If he removed a direct link.. at least put the link for us to click on?


----------



## Mully (Dec 12, 2012)

Imbed it into a photo


----------



## tirediron (Dec 12, 2012)

Robin_Usagani said:


> tirediron said:
> 
> 
> > Mully said:
> ...


*Normally, if an image is hot-linked than we will simply convert it to a link, but if the image has been uploaded to TPF, then that's not an option.*


----------



## anmut (Dec 13, 2012)

Robin_Usagani said:


> tirediron said:
> 
> 
> > Mully said:
> ...



Going through a google search right now to try to find that original link.


----------



## anmut (Dec 13, 2012)

Ahh I found it - against all odds I might add!

1912 Mason & Hamlin BB 19159 | Lindeblad Piano


----------



## nycphotography (Dec 13, 2012)

anmut said:


> Ahh I found it - against all odds I might add!
> 
> 1912 Mason & Hamlin BB 19159 | Lindeblad Piano



Exactly.  Three or four "chinese screens", a couple potted trees, a floor lamp w/ a 15w bulb, and a couple big huge scrims / silk frames.

Much easier than white seamless... and more appealing too.


----------



## anmut (Dec 13, 2012)

nycphotography said:


> anmut said:
> 
> 
> > Ahh I found it - against all odds I might add!
> ...



I think you're right... looks like I can find some vinyl "wood" flooring at a local Menards, just have to find some screens for the background.  

For lighting - has anyone ever ran 4' florescent in a vertical direction and use them to light from the side?


----------



## nycphotography (Dec 13, 2012)

Do you really want to fight the variable color balance battle of flourescents?

I'd take a bare tube monolight and bounce it off a 4x8 sheet of foamcore clamped to a light stand bracket before I used a flourescent.

Or get a strip box, giant softbox, stand, and mono head from buff.


----------



## anmut (Dec 13, 2012)

nycphotography said:


> Do you really want to fight the variable color balance battle of flourescents?
> 
> I'd take a bare tube monolight and bounce it off a 4x8 sheet of foamcore clamped to a light stand bracket before I used a flourescent.
> 
> Or get a strip box, giant softbox, stand, and mono head from buff.



I'm going to have to google that - you just went way over my head with the technical lighting jargon!  But thank you for the information.


----------



## anmut (Dec 13, 2012)

Btw what are the thoughts on buying a portable garage (basically a white tent) as a giant lightbox?


----------



## Tony S (Dec 13, 2012)

YOu really need a large light source to light the pianos without getting harsh reflections in it. It doesn't matter if you are using strobes or constant lights, if your source is small and any distance from the reflective surfaces you will get the ugly specular highlights in reflections (including with flourescent tubes, then they are long specular highlights).  Bouncing light off of panels or even white walls/ceilings is going to effectively enlarge your light source "on the subject". Several tips have been given in this thread on how to make your light source larger.  

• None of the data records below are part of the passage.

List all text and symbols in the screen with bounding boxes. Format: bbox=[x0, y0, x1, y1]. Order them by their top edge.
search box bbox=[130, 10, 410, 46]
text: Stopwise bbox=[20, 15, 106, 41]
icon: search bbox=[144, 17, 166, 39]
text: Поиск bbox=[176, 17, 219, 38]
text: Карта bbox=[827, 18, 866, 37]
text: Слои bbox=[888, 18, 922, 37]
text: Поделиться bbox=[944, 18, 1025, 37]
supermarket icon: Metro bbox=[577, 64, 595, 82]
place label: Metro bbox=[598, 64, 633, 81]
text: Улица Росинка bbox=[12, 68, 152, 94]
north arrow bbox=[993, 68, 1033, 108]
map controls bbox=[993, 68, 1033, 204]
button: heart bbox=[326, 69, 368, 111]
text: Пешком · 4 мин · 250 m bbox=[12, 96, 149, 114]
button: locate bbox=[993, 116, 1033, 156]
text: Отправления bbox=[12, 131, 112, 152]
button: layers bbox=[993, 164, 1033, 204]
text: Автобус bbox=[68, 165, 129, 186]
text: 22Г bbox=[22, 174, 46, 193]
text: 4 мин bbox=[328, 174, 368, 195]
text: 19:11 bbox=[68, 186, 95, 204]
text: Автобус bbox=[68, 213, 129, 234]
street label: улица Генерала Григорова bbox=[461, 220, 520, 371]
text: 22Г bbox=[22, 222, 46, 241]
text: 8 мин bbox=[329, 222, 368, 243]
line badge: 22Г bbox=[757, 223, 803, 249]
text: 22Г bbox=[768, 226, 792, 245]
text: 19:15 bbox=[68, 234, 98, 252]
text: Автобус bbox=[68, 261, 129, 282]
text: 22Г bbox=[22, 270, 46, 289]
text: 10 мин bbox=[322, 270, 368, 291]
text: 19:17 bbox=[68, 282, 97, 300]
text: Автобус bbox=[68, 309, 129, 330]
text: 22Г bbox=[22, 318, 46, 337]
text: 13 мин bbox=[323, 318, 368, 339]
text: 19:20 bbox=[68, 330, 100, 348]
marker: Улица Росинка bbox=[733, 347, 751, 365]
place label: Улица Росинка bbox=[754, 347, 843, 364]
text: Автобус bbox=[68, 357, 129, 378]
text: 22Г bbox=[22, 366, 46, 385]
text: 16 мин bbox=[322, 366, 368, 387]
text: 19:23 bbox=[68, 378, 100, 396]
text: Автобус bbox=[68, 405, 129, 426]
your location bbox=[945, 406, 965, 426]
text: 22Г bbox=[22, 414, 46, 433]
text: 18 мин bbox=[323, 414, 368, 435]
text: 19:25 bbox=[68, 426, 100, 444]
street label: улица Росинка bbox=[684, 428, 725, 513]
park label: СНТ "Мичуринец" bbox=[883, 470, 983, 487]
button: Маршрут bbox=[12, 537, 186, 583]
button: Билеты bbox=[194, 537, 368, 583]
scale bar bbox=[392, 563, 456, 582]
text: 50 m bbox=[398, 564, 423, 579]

  Take a good look at the photos you posted. There is a good bit of Photoshopping going on in them and some of it not very good.  Without proper lighting be ready to work overtime in post processing to get the images to your liking.

  Your portable garage idea you just posted might seem like a good idea, but because of the materials used in them you will get odd color shifts and spend time trying to correct those too.


----------



## Mully (Dec 13, 2012)

Black sees everything so having corners is not going to work ....you need a smooth flat above the piano and about 50% larger than the piano.  Bounce light works best. A soft box will only work if it is bounced on the large flat. Oddball lighting sources are not going to give you even light ....even light is what you need.


----------



## anmut (Dec 13, 2012)

LOL - you guys keep bringing me down to reality here...


----------



## Designer (Dec 13, 2012)

anmut said:


> nycphotography said:
> 
> 
> > Do you really want to fight the variable color balance battle of flourescents?
> ...



Fluorescent tubes have several main colors of light, and that is before they begin to degrade.  Very difficult to balance the color into something that you want.

A "monolight" is a studio strobe.

To "bounce" the light is to aim the light at a reflecting surface, often white and flat.  The term "foam core" refers to art board that comes in different thicknesses, and is white paper bonded to a foam core.

A softbox is a device that diffuses light, often from a portable or studio strobe.  

"Buff" refers to a firm that makes lights; "Paul C. Buff"

The "portable garage" idea may or may not work, but I think it will end up being too small and flimsy in which to set up pianos.  The example you linked to, the corner of a showroom, is what I had envisioned.  Screens, or some other type of wall covering, your large reflecting ceiling (several 4x8-foot sheets of something white) .


----------



## amolitor (Dec 13, 2012)

You can use light painting techniques with a small softbox to simulate an immense softbox, which might be good for a 9 foot black instrument, to manage the reflections.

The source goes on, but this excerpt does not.